In working with students, I often hear them cry, "But I don't know what to write!" Every time, I say the same thing: Just start getting some words on paper. You'll go back later and clean it up, improve it, change it completely--or even delete it--but for now, just start writing words.
I once received the following email from a high school student panicking about her term paper:
I really need some help on my paper! I'm at a blocked point right now. I don't really know what to write--like, nothing's coming. I only have a little bit written, but I don't know what to do now. I don't know how I'm gonna be able to get 12-20 pages down, let alone finish before Wednesday. Please help!
Here was my response to this dear young woman:
Okay... take a deep breath. You are going to get through this! I've had writers' block before, and the best way to get through it is to just start writing, even if it's just very simple, elementary sentences, such as: "Stem cell research on fetal tissue is bad. I don't think they should do that. I read that...." Once you get going, you may be surprised at what flows out of you! Don't censor yourself or worry at this point about style or spelling or sentence structure or dress-ups or MLA format or anything else other than getting some basic words on paper. Think about your thoughts and feelings about your topic, and then just start writing. After you get everything on paper you can think of about Topic A, you should probably take a big break and eat some chocolate!
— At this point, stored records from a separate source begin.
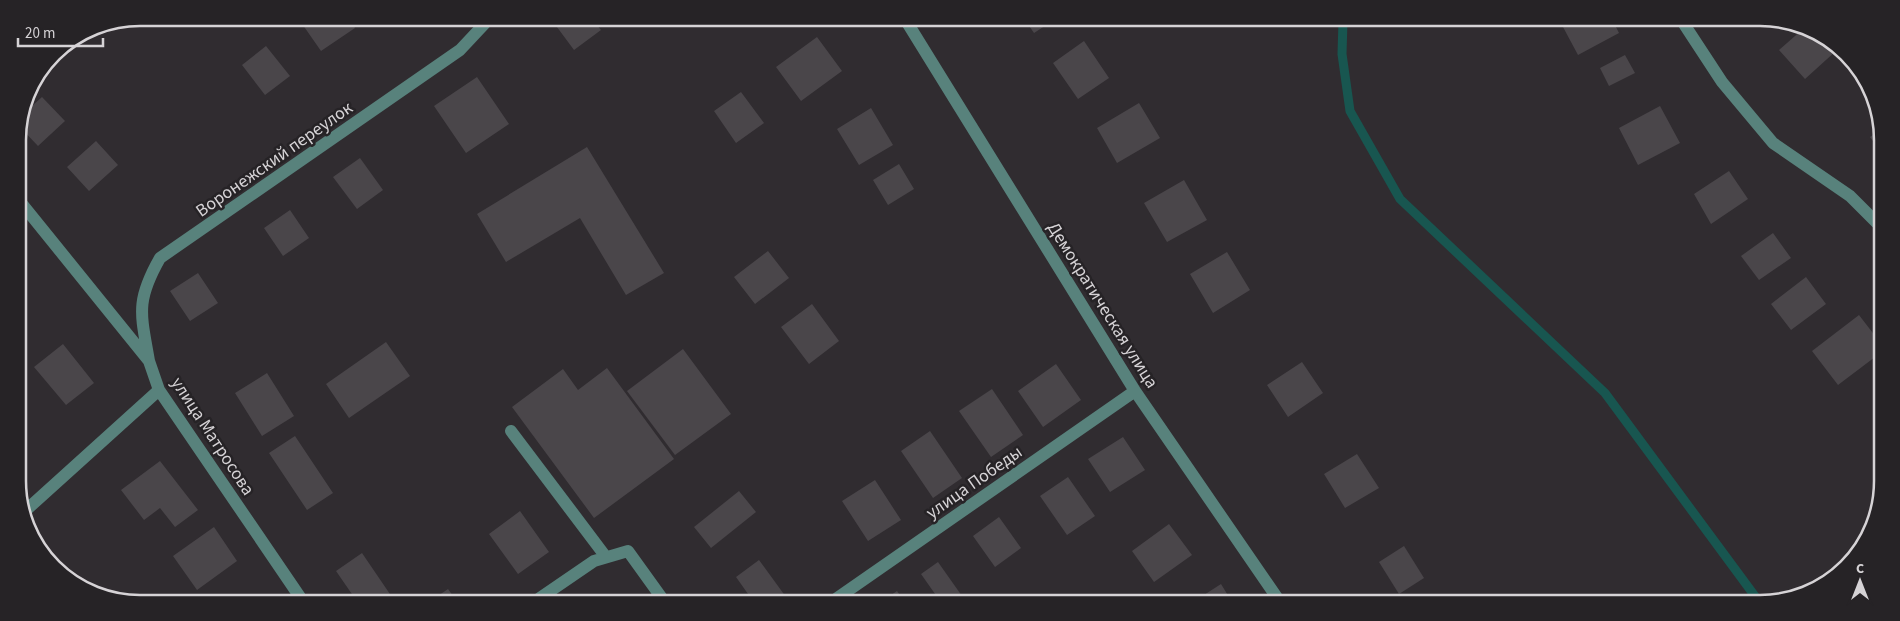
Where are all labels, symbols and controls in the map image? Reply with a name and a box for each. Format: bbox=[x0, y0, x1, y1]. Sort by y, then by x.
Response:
scale bar bbox=[18, 15, 102, 47]
text: 20 m bbox=[25, 23, 55, 44]
street label: Воронежский переулок bbox=[191, 96, 358, 223]
street label: Демократическая улица bbox=[1041, 217, 1164, 393]
street label: улица Матросова bbox=[165, 372, 260, 500]
street label: улица Победы bbox=[921, 440, 1028, 525]
north arrow bbox=[1835, 556, 1885, 606]
text: С bbox=[1856, 559, 1864, 579]

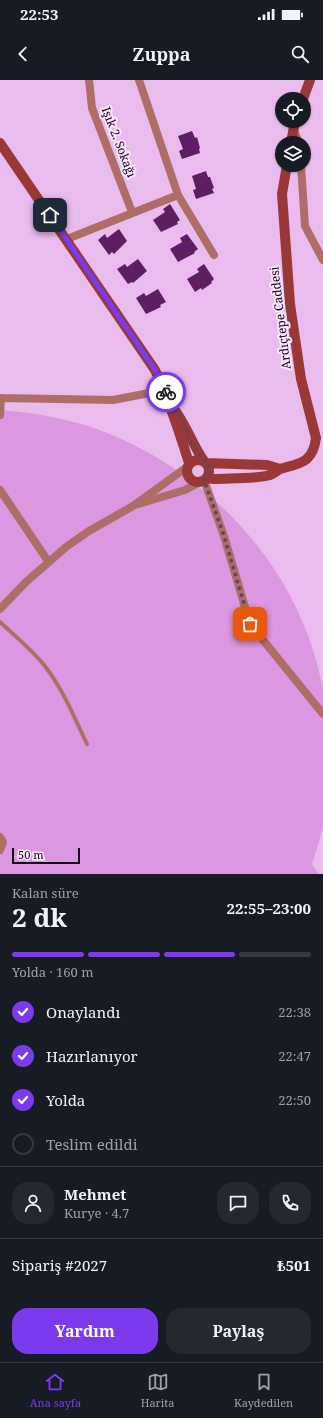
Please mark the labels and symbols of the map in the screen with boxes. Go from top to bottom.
street label: Işık 2. Sokağı [98,104,140,180]
pin [33,198,67,232]
street label: Ardıçtepe Caddesi [265,266,295,370]
courier [146,372,186,412]
pin [233,607,267,641]
scale bar [12,846,80,865]

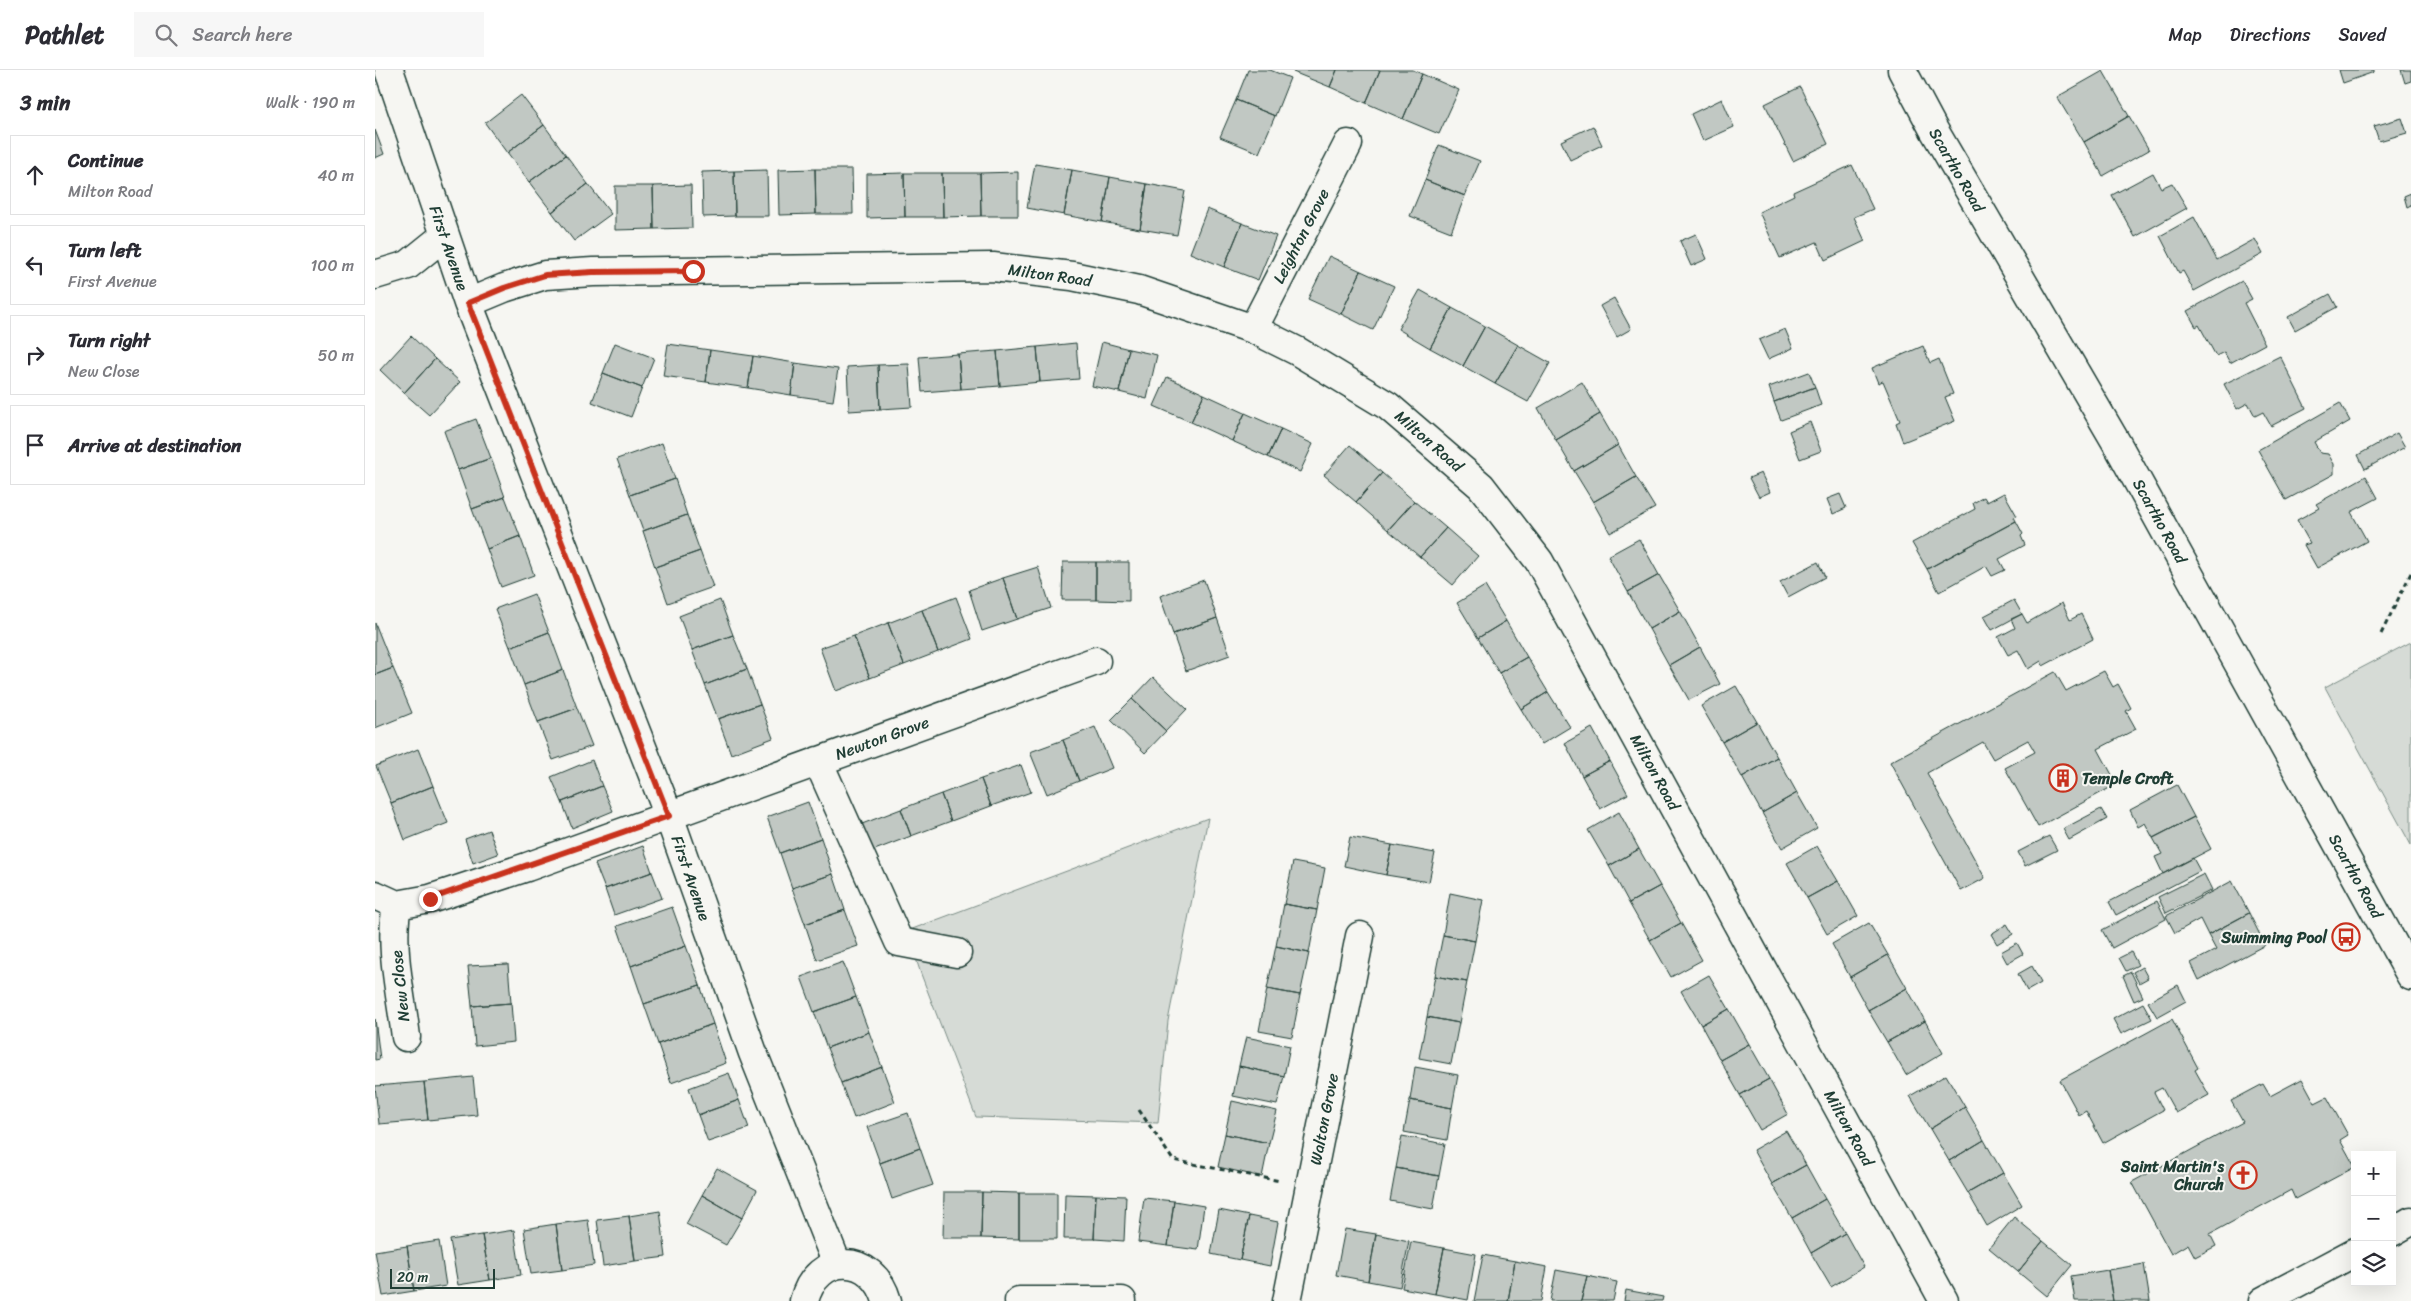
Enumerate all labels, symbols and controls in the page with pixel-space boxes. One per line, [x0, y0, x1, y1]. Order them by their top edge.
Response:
search box [134, 12, 484, 57]
text: Pathlet [25, 14, 104, 56]
text: Search here [192, 18, 292, 51]
text: Map [2169, 19, 2202, 51]
text: Directions [2230, 19, 2311, 51]
text: Saved [2339, 19, 2386, 51]
icon: search [152, 21, 180, 49]
text: 3 min [20, 84, 70, 122]
text: Walk · 190 m [266, 88, 355, 117]
street label: Scartho Road [1921, 122, 1994, 219]
text: Continue [68, 144, 144, 177]
icon: ahead [21, 161, 49, 189]
text: 40 m [317, 161, 354, 190]
text: Milton Road [68, 177, 152, 206]
street label: Leighton Grove [1264, 183, 1338, 289]
street label: First Avenue [421, 201, 477, 295]
text: Turn left [68, 234, 141, 267]
icon: left [21, 251, 49, 279]
text: 100 m [310, 251, 354, 280]
street label: Milton Road [1006, 255, 1095, 295]
route start [682, 260, 705, 283]
text: First Avenue [68, 267, 157, 296]
text: Turn right [68, 324, 150, 357]
icon: right [21, 341, 49, 369]
text: 50 m [318, 341, 354, 370]
text: New Close [68, 357, 139, 386]
street label: Milton Road [1388, 402, 1471, 481]
text: Arrive at destination [68, 429, 241, 462]
icon: arrive [21, 431, 49, 459]
street label: Scartho Road [2125, 473, 2196, 570]
street label: Newton Grove [831, 708, 933, 768]
street label: Milton Road [1622, 728, 1689, 817]
building icon: Temple Croft [2048, 763, 2078, 793]
place label: Temple Croft [2082, 764, 2174, 793]
street label: Scartho Road [2321, 828, 2392, 925]
street label: First Avenue [663, 831, 719, 925]
route end [419, 888, 442, 911]
bus stop icon: Swimming Pool [2331, 922, 2361, 952]
place label: Swimming Pool [2220, 923, 2328, 952]
street label: New Close [382, 949, 418, 1023]
street label: Walton Grove [1301, 1071, 1347, 1167]
street label: Milton Road [1816, 1084, 1883, 1173]
map controls [2351, 1151, 2396, 1286]
button: + [2351, 1151, 2396, 1196]
place label: Saint Martin's Church [2120, 1152, 2225, 1199]
church icon: Saint Martin's Church [2228, 1160, 2258, 1190]
button: − [2351, 1196, 2396, 1241]
button: layers [2351, 1241, 2396, 1286]
text: 20 m [397, 1265, 428, 1290]
scale bar [390, 1266, 495, 1289]

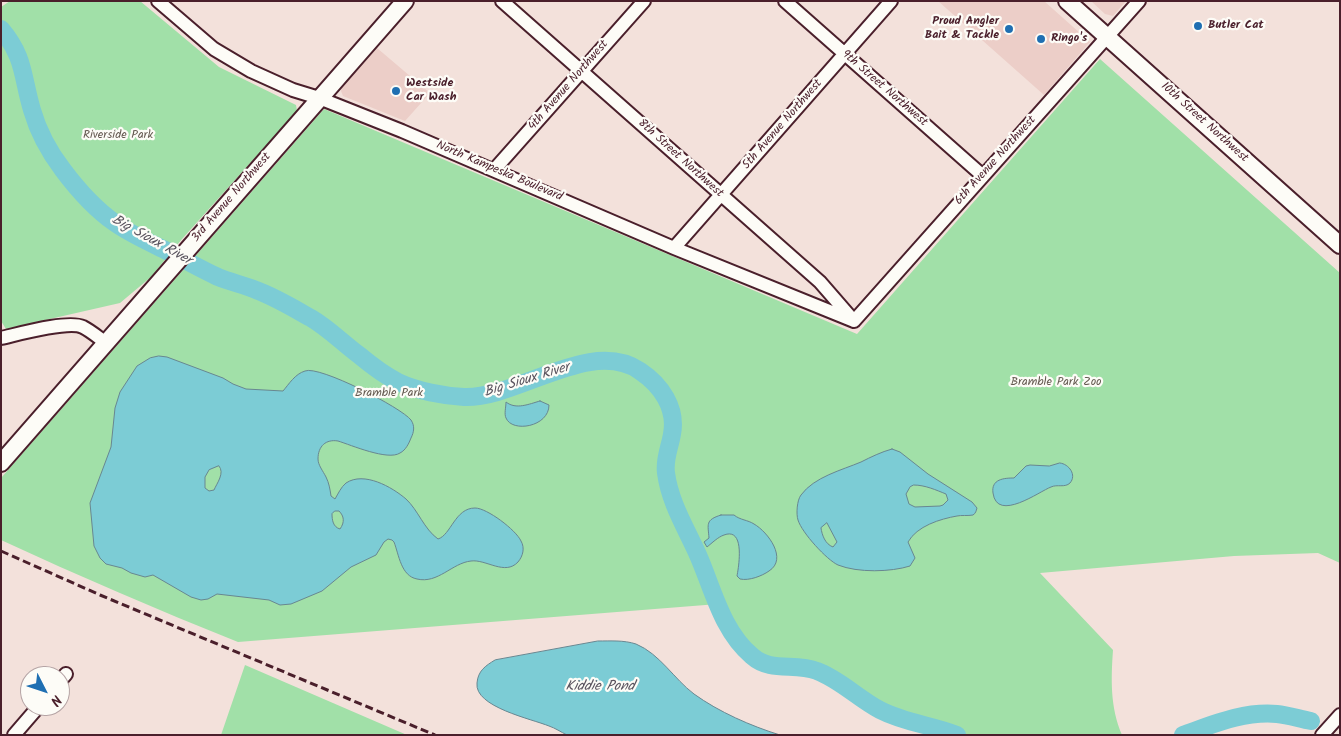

Then you just have to repeat the process for Topic B and Topic C. Remember: Don't worry about style or anything else other than getting words on paper. Once you have paragraphs written for Topics A, B, and C, you'll be ready to write transitions between them, and then you'll be ready to write your introduction and conclusion. Once you have something down on paper, then you can start working with it, correcting and revising it (spelling, punctuation, capitalization, grammar, sentence structure, etc.), as well as adding to it (dress-ups, sentence openers, quotes, etc.). Don't worry about length right now. Just write as much as you can about your topic and include what research you have. If you follow these instructions, you'll have something to turn into me on Wednesday. Just do your best, and hand in what you have completed. (It's not going to get any easier if you put it off or take more time!) You can do it! You have so much passion inside yourself to share with the world, and I believe in you!
This advice works for adults as well as students, in school, business, or personal life. Just start writing...and then congratulate yourself--you have begun.